### Work to complete:
Filter the material below so that only lines containing "rendered" remain.
++++++++++
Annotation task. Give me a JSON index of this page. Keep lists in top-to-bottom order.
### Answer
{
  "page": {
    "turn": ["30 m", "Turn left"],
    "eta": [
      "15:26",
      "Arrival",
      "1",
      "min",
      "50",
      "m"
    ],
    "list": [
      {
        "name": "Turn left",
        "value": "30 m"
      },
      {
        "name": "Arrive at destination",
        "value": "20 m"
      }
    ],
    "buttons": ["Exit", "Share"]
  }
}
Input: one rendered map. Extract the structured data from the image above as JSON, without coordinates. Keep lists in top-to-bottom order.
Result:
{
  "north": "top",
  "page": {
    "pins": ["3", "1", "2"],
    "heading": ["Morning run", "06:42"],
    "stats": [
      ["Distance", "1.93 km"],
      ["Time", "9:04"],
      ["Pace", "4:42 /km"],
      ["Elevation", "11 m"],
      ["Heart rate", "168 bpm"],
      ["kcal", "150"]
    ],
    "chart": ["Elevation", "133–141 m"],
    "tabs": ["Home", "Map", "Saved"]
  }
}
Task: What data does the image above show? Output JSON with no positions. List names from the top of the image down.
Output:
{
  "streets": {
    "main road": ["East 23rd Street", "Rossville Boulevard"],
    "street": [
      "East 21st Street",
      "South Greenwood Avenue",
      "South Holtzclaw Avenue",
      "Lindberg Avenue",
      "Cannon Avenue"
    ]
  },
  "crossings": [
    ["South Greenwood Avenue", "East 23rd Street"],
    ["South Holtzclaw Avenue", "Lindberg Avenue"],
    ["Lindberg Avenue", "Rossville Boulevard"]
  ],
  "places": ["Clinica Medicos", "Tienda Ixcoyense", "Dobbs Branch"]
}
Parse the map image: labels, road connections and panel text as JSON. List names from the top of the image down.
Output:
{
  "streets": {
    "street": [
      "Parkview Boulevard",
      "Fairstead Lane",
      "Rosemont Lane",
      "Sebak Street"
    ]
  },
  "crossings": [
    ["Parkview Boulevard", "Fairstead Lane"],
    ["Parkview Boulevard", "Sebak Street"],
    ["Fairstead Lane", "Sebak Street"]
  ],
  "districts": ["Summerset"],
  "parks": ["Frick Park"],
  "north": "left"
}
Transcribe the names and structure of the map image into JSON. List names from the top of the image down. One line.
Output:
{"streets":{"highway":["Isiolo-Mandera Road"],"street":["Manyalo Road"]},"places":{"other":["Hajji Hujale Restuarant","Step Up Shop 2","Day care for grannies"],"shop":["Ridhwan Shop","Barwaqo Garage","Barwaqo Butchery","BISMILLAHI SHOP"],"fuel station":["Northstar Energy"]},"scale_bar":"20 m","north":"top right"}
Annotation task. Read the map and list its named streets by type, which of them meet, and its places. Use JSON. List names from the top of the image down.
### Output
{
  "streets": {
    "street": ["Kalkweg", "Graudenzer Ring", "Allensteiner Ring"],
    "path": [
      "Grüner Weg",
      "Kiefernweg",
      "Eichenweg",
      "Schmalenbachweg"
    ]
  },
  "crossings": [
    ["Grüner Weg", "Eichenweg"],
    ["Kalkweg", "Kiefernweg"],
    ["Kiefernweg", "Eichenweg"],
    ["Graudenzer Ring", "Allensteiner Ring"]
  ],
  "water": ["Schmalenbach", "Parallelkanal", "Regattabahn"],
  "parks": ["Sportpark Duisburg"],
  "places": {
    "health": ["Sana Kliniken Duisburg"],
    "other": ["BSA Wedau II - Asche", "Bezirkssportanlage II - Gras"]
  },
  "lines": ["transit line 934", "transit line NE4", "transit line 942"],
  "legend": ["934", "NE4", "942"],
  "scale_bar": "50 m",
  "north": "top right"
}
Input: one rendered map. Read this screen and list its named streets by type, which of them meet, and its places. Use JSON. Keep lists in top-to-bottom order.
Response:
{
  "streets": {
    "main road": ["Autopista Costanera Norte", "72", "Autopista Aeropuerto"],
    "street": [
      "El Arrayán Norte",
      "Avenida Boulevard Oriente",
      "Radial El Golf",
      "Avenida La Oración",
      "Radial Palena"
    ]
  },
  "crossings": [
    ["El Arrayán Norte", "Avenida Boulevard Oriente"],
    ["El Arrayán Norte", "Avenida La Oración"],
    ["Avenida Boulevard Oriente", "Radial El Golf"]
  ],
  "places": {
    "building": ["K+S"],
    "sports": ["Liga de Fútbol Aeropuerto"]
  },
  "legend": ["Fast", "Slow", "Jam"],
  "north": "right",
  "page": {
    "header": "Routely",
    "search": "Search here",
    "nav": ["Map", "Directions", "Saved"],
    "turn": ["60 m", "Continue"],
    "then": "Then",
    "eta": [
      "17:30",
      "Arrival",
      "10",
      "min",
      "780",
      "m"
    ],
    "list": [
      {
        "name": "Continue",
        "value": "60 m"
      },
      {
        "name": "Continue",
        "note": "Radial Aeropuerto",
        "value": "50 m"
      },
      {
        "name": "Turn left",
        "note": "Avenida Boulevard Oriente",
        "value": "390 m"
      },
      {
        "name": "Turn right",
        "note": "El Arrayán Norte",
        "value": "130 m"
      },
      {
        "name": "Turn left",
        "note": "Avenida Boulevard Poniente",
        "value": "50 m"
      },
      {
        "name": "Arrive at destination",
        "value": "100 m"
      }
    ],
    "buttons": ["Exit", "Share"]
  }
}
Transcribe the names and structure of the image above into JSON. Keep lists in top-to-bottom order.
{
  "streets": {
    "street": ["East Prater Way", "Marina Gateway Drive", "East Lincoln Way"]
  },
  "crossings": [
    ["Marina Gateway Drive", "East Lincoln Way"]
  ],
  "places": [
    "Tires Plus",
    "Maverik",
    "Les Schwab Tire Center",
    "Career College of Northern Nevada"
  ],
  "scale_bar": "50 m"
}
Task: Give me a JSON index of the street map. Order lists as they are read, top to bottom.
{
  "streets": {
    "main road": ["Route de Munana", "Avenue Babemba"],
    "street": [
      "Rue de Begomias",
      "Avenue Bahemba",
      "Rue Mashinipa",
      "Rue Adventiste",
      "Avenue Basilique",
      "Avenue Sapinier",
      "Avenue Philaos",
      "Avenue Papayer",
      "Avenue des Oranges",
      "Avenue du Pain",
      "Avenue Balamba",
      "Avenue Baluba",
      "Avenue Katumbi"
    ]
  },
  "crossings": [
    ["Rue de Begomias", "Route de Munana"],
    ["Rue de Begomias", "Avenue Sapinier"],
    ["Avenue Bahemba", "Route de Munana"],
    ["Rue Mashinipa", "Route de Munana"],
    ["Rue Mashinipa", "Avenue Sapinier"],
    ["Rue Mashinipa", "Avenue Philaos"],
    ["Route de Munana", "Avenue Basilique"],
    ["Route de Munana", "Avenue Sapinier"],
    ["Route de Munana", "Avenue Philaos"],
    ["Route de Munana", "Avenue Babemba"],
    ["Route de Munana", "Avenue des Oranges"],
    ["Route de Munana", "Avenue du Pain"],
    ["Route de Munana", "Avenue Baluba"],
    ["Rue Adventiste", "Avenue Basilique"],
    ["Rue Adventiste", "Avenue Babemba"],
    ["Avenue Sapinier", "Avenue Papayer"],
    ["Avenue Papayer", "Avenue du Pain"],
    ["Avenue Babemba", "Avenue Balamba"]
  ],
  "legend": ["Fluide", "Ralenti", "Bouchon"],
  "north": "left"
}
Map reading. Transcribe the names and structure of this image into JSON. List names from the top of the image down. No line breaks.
++++++++++
### Solution to the problem:
Input: one rendered map. Extract the structured data from the image above as JSON, without coordinates. Keep lists in top-to-bottom order.
Input: one rendered map. Read this screen and list its named streets by type, which of them meet, and its places. Use JSON. Keep lists in top-to-bottom order.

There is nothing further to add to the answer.